(Task prompt): Up to and including the line with "filter:drop-shadow(2px 0 #c9c8c7)", please set down the entries below exactly, starting from the first line.

Data extracted from a collection:

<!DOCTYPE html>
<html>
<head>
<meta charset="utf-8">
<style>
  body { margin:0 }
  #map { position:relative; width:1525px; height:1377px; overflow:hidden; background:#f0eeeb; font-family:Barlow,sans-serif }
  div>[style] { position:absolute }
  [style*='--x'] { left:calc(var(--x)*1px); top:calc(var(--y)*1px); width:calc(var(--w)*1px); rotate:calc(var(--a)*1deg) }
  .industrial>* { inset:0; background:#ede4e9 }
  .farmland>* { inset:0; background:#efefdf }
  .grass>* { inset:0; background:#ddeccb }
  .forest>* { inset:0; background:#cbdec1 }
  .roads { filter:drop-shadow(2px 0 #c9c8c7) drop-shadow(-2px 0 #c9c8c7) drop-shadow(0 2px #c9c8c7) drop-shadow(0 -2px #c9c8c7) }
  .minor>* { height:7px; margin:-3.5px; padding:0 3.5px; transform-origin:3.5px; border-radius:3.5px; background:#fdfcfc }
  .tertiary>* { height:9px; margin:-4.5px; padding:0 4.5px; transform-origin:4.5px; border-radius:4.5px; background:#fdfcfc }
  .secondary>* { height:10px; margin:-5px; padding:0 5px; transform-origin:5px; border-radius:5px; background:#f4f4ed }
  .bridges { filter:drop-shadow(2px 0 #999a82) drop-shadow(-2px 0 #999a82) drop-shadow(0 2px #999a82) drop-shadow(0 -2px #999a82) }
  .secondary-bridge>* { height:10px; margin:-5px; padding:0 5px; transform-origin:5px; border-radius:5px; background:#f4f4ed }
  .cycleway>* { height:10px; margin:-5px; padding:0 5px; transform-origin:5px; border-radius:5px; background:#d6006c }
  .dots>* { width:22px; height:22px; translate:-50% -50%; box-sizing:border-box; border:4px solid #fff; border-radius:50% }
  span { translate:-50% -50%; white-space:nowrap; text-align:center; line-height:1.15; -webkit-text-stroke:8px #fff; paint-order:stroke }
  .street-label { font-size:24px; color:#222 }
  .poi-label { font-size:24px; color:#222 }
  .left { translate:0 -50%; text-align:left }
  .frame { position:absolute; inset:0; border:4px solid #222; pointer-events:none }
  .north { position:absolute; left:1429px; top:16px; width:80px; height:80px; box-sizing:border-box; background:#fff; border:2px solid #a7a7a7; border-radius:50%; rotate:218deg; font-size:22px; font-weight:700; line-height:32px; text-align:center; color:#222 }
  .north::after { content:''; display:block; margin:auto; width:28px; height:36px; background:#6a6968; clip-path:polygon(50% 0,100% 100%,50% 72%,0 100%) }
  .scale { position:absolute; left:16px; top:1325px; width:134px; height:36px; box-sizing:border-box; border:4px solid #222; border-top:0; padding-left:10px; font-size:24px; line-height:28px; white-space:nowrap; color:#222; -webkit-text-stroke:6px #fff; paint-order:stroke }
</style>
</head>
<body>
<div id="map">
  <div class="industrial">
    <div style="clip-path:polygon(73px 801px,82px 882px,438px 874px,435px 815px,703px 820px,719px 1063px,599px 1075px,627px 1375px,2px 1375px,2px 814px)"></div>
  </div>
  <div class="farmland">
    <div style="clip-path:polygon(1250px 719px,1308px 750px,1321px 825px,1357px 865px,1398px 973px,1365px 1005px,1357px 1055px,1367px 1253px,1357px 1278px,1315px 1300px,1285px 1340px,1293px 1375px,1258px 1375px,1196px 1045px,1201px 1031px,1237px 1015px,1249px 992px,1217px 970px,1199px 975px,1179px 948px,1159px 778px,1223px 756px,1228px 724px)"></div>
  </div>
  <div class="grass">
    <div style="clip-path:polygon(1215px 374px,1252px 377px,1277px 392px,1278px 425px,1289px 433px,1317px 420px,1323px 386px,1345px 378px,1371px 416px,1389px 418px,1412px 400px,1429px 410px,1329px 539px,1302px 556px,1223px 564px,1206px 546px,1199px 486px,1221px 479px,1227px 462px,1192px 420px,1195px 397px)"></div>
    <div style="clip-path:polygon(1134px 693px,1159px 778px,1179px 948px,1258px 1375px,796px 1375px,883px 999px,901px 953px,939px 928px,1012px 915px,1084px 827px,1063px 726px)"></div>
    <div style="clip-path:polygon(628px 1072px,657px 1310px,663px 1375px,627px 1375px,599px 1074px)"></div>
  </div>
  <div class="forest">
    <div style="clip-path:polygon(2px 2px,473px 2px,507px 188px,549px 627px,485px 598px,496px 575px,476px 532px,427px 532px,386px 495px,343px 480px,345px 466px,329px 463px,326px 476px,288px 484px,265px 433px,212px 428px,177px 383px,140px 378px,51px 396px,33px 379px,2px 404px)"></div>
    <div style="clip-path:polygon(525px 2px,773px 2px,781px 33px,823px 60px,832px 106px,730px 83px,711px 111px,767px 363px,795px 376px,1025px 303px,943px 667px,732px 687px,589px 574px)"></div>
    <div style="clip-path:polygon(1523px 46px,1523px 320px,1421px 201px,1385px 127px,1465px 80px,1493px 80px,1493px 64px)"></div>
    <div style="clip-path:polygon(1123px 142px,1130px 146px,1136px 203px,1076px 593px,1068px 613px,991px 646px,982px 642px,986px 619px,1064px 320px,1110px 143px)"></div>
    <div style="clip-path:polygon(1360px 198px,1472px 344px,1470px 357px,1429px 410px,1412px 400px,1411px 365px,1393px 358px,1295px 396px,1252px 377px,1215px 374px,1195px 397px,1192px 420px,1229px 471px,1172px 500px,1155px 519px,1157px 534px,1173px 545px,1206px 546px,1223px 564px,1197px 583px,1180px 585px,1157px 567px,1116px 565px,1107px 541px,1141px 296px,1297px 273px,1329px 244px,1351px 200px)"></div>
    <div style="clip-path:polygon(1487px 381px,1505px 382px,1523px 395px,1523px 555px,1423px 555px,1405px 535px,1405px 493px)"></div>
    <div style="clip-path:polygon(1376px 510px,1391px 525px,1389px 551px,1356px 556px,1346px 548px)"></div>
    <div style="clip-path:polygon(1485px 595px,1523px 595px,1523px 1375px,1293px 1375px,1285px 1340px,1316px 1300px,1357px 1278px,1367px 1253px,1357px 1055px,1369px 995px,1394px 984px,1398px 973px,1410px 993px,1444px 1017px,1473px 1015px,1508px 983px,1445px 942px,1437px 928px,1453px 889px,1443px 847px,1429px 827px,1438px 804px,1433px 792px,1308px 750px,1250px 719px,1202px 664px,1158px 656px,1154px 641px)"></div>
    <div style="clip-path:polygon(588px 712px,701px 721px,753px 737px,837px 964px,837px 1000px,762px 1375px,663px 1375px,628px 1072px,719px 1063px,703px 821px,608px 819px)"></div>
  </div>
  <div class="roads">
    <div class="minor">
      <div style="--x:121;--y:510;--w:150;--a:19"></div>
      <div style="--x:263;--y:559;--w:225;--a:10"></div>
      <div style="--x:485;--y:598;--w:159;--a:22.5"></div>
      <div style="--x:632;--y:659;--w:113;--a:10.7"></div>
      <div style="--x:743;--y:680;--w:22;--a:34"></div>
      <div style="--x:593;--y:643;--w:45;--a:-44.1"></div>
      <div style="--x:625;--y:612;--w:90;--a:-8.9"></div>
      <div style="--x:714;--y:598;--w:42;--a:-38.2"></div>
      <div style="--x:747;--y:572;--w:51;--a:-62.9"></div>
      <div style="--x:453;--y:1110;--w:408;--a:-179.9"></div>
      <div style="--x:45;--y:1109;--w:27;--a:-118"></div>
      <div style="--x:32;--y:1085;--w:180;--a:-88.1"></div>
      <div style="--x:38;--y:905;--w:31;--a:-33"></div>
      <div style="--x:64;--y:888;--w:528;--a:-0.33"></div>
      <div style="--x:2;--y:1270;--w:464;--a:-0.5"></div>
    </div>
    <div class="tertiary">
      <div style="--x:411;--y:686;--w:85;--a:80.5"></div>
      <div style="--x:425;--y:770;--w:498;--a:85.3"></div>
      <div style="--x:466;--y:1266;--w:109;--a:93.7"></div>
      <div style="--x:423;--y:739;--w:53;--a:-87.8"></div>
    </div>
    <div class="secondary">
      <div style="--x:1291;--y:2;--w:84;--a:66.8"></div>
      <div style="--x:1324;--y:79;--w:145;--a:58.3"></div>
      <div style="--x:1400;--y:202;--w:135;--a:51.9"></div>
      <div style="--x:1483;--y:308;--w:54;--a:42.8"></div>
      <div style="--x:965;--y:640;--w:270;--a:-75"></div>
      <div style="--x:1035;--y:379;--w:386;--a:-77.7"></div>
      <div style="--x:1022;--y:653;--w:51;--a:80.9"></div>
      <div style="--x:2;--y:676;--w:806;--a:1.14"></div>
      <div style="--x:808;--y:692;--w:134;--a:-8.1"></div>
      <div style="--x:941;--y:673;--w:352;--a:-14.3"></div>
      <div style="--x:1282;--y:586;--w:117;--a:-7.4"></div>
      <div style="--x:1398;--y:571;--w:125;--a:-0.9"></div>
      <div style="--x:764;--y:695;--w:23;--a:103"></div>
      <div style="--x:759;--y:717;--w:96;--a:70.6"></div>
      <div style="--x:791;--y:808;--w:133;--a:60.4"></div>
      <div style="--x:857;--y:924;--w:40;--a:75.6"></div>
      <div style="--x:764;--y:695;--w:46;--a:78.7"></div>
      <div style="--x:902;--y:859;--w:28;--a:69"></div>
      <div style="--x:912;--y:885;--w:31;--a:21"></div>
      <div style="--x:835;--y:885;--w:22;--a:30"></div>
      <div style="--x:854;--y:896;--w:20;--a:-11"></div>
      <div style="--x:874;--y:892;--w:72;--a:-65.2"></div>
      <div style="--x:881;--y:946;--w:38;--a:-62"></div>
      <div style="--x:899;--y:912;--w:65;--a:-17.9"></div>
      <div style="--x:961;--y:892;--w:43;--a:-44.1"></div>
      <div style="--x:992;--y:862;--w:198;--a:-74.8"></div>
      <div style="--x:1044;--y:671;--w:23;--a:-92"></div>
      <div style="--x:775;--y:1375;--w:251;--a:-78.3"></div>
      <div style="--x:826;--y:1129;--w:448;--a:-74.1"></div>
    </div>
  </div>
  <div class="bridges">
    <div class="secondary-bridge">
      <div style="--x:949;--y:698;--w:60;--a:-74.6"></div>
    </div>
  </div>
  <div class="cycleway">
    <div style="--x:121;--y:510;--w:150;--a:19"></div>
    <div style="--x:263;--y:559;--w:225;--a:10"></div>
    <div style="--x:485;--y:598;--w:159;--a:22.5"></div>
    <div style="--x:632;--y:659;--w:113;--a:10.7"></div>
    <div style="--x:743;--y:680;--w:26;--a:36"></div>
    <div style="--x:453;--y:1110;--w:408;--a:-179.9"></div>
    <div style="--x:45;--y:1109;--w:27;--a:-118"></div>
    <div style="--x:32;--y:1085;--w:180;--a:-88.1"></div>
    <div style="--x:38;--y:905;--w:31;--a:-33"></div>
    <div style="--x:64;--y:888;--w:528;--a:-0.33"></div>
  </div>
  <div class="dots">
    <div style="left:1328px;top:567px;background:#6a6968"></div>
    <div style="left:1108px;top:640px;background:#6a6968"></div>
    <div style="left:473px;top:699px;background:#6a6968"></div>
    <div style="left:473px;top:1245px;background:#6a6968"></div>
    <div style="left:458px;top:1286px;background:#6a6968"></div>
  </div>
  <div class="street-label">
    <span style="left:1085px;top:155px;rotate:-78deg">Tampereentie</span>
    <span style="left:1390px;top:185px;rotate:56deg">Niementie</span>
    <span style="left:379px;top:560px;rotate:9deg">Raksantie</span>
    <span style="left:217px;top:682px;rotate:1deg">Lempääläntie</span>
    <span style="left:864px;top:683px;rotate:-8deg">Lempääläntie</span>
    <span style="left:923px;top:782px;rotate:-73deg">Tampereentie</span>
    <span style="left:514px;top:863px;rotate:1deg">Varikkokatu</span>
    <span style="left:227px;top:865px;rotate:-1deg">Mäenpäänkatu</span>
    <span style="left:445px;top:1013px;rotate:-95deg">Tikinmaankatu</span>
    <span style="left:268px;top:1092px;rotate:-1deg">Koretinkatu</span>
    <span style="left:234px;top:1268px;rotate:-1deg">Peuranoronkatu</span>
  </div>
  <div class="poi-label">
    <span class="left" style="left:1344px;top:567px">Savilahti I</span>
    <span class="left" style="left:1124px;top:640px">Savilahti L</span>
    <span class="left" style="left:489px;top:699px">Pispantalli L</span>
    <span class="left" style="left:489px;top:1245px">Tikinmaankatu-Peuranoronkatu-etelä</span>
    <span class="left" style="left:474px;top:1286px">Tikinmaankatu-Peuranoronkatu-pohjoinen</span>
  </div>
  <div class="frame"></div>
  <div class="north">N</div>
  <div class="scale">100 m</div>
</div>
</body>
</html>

(Response area):
<!DOCTYPE html>
<html>
<head>
<meta charset="utf-8">
<style>
  body { margin:0 }
  #map { position:relative; width:1525px; height:1377px; overflow:hidden; background:#f0eeeb; font-family:Barlow,sans-serif }
  div>[style] { position:absolute }
  [style*='--x'] { left:calc(var(--x)*1px); top:calc(var(--y)*1px); width:calc(var(--w)*1px); rotate:calc(var(--a)*1deg) }
  .industrial>* { inset:0; background:#ede4e9 }
  .farmland>* { inset:0; background:#efefdf }
  .grass>* { inset:0; background:#ddeccb }
  .forest>* { inset:0; background:#cbdec1 }
  .roads { filter:drop-shadow(2px 0 #c9c8c7) drop-shadow(-2px 0 #c9c8c7) drop-shadow(0 2px #c9c8c7) drop-shadow(0 -2px #c9c8c7) }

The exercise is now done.